While it is true that a "court should freely give leave" to amend, Fed. R. Civ. P. 15(a)(2), it is also true, as stated hereinabove, that when a court-ordered deadline for filing amended pleadings has passed, the party seeking leave to amend must first satisfy the Rule 16(b)(4) "good cause" standard for modifying the scheduling order. See, e.g., Symetra Life Ins. Co. v. JJK 2016 Ins. Trust, Civil Action No. 18012350 (MAS) (ZNQ), 2020 WL 833062, at *3 (D.N.J. Feb. 18, 2020) (Slip Copy); Genentech, Inc. v. Amgen, Inc., Civ. No. 17-1407-CFC, Consol., 2020 WL 708113, at *1 (D. Del. Feb. 12, 2020) (Slip Copy); Good v. SWN Production Co., LLC, No. 4:18-CV-01868, 2020 WL 488901, at *1 (M.D. Pa. Jan. 30, 2020) (Slip Copy).
"`Good cause,'" as explained by the Symetra court,
Symetra, 2020 WL 833062 at *3. The United States District Court for the Middle District of Pennsylvania states that the "inquiry `focuses on the moving party's burden to show due diligence.'" Good v. SWN Prod. Co., LLC, No. 4:18-CV-01868, 2020 WL 488901, at *1 (M.D. Pa. Jan. 30, 2020) (quoting Race Tires Am., Inc. v. Hoosier Racing Tire Corp., 614 F.3d 57, 84 (3d Cir. 2010)). The court continues, "Good cause may be found when the moving party `could not have reasonably met the deadlines set forth in the scheduling order.'" Id. (quoting Lee v. Park, Civil Action No. 12-7437(ES), 2015 WL 1523066, at *2 (D.N.J. Apr. 2, 2015)).

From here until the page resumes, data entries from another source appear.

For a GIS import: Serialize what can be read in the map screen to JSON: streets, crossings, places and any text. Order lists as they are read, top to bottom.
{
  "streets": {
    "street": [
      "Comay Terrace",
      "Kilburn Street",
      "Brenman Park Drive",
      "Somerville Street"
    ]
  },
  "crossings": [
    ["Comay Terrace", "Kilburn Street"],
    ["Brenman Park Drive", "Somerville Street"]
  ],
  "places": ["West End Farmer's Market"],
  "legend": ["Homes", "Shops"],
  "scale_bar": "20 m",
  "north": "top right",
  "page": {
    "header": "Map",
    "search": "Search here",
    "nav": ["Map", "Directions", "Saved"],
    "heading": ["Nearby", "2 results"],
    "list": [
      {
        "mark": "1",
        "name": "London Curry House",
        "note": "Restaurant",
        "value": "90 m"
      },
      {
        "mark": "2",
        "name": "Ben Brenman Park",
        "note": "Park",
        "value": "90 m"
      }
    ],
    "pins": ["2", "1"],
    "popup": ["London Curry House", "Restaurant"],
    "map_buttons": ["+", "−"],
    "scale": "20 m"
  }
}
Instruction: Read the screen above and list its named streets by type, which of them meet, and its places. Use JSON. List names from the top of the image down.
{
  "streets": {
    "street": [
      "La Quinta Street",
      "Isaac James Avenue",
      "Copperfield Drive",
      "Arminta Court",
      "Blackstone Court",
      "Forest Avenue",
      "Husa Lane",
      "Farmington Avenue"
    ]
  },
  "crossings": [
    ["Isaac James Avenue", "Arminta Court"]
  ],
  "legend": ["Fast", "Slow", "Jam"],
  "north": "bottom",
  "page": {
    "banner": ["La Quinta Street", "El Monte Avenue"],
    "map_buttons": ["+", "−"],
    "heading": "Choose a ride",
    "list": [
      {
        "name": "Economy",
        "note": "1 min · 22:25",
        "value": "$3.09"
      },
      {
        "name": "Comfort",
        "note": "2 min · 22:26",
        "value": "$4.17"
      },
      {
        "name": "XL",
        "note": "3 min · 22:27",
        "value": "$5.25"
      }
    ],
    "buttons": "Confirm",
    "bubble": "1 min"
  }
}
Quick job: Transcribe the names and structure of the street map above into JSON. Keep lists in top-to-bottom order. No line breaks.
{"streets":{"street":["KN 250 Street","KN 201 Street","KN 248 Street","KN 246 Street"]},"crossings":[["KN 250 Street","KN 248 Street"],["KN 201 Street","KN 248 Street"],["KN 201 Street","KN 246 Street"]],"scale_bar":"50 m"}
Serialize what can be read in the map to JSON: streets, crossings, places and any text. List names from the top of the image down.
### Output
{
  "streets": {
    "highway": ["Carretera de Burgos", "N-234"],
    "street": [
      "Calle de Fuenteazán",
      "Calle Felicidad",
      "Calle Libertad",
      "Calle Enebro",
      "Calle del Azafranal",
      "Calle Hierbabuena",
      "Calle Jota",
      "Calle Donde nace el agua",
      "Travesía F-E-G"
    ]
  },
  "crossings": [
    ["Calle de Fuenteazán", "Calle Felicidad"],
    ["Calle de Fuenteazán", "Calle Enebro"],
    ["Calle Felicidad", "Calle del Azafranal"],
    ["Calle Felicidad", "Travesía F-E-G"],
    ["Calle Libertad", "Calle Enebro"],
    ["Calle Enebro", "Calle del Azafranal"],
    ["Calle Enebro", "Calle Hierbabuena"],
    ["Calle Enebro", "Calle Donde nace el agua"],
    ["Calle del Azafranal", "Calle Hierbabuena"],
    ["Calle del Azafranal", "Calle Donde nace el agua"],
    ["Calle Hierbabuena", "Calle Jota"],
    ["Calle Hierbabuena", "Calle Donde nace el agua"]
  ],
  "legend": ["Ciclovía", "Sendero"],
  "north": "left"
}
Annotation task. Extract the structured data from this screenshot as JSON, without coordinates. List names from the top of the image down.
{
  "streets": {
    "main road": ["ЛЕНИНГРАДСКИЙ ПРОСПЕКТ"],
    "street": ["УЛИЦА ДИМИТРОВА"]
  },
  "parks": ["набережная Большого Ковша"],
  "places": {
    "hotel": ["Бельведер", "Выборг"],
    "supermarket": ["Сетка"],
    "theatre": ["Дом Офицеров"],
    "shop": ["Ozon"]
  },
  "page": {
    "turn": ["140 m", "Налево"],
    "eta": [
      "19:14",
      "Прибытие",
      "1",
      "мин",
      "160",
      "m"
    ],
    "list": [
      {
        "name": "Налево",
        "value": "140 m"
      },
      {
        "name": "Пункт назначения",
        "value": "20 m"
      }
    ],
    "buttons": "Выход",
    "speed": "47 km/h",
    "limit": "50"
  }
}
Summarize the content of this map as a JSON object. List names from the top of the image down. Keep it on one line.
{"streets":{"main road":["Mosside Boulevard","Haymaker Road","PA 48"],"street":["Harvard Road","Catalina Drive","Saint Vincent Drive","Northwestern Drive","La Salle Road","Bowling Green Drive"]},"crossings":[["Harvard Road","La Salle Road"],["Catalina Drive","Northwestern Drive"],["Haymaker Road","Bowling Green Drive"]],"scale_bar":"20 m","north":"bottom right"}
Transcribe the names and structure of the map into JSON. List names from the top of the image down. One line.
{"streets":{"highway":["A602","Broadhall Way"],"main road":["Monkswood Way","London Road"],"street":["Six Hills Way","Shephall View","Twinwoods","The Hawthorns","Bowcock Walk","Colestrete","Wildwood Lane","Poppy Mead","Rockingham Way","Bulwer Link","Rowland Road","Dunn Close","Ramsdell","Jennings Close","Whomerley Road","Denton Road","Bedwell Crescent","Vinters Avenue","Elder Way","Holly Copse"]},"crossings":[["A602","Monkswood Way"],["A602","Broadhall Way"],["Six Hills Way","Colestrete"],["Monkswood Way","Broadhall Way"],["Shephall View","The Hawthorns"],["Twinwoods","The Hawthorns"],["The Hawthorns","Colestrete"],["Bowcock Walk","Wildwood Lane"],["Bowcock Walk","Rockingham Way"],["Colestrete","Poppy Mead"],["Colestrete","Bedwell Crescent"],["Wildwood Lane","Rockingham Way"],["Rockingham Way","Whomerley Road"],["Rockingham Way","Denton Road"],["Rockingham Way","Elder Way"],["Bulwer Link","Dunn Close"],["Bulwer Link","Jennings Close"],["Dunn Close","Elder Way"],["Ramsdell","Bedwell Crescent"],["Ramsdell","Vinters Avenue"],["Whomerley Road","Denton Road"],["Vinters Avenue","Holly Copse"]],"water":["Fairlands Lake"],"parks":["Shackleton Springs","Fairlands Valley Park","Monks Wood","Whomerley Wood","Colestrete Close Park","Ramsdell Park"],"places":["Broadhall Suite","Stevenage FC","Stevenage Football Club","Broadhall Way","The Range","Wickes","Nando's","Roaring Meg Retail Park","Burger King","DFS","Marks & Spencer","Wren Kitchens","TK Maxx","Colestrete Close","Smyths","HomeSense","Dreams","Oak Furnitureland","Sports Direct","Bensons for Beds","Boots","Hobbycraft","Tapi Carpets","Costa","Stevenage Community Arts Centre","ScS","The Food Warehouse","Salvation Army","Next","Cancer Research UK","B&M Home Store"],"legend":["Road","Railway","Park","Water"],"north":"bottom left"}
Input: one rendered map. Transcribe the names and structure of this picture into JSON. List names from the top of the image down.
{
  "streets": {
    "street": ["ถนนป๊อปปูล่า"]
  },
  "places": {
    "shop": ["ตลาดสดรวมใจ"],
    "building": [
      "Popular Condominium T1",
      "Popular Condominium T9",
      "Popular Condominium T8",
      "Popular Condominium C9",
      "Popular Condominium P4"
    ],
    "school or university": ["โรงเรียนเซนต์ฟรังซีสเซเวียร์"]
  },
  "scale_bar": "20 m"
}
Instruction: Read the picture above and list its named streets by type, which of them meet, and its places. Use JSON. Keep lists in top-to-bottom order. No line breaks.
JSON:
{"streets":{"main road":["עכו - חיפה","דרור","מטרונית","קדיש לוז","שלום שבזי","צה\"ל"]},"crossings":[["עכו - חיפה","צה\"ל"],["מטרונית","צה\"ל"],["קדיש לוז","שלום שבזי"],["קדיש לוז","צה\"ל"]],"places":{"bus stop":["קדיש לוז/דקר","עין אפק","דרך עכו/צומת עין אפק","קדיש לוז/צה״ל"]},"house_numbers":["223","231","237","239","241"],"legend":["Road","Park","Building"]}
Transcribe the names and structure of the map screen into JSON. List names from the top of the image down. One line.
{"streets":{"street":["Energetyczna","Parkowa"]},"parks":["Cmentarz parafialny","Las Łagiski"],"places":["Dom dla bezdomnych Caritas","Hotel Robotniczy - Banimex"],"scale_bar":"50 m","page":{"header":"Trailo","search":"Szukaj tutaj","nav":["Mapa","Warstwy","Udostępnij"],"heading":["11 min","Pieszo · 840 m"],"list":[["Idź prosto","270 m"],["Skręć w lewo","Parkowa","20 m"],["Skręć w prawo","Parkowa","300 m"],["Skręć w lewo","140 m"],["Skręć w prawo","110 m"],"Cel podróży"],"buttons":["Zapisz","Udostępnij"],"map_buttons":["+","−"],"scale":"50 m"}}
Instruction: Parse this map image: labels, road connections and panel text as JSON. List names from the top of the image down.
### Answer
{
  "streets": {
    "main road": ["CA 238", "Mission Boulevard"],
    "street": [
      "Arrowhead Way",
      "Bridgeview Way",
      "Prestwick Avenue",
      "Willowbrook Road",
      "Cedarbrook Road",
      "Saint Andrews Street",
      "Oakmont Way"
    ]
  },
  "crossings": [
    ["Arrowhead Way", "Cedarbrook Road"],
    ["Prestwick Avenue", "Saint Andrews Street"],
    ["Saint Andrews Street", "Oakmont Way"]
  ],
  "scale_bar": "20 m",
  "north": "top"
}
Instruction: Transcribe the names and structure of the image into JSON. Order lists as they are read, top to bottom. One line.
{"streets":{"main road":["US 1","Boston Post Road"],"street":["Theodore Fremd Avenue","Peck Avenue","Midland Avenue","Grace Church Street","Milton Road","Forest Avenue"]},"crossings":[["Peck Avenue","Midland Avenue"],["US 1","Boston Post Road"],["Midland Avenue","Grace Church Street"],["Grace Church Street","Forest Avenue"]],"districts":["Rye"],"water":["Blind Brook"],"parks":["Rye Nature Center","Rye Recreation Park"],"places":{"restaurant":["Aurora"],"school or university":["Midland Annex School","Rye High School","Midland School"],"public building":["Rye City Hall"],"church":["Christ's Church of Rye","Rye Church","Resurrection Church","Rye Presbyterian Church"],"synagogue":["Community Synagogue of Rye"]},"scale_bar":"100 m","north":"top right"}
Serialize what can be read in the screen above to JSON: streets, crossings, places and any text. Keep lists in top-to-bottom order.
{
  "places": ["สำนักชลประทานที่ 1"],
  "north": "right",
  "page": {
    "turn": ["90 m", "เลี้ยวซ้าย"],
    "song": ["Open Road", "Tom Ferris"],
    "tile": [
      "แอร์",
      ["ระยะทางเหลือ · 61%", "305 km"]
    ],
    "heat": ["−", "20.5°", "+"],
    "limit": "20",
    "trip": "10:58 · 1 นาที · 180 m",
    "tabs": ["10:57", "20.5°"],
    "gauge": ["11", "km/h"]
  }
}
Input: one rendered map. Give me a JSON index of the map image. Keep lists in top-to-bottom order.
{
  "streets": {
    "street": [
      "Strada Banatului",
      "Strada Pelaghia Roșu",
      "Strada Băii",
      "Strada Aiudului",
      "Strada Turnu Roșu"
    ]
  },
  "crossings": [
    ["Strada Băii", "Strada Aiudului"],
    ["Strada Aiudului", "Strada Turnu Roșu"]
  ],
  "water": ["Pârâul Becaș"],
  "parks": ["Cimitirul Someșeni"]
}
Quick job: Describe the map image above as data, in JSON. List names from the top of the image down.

In the matter at bar, as recounted hereinabove, the Court entered a Scheduling Order (ECF No. 35) on November 19, 2019. The deadline for amending pleadings and joining parties was December 2, 2019. Scheduling Order (ECF No. 35) at 2. Sunshine filed an amended pleading on January 21, 2020, without complying with Fed. R. Civ. P. 15(a)(2), and filed the motion for leave to amend its amended pleading on February 11, 2020, over two months after the deadline had expired.
In support of its motion, Sunshine claims that it "diligently attempted to serve process on Lloyd's, and diligently responded to each defense raised by Lloyd's by which it alleges that the wrong entity was sued." Mot. to Amend at 3. The record shows that Sunshine filed its original Answer and Affirmative Defenses to Complaint and Counterclaims on September 16, 2019. ECF No. 11. A summons wasn't issued to Underwriters until November 20, 2019. ECF No. 38. The issuance of the summons also was subsequent to the Initial Scheduling Conference, where the deadline for amendments to pleadings and joinder of parties was discussed and set. Shortly after receipt of the summons on January 3, 2019 (see ECF No. 58), Underwriters filed a motion to dismiss. ECF No. 43 (docketed on January 8, 2020). Sunshine responded by improperly filing its Amended Counterclaim/Crossclaim (ECF No. 47) on January 21, 2020. Only after Underwriters filed an amended motion to dismiss (ECF No. 50, docketed on January 28, 2020) and Plaintiffs filed their motion to strike (ECF No. 56, docketed on February 4, 2020) did Sunshine finally seek leave to amend by filing the motion currently under consideration on February 11, 2020.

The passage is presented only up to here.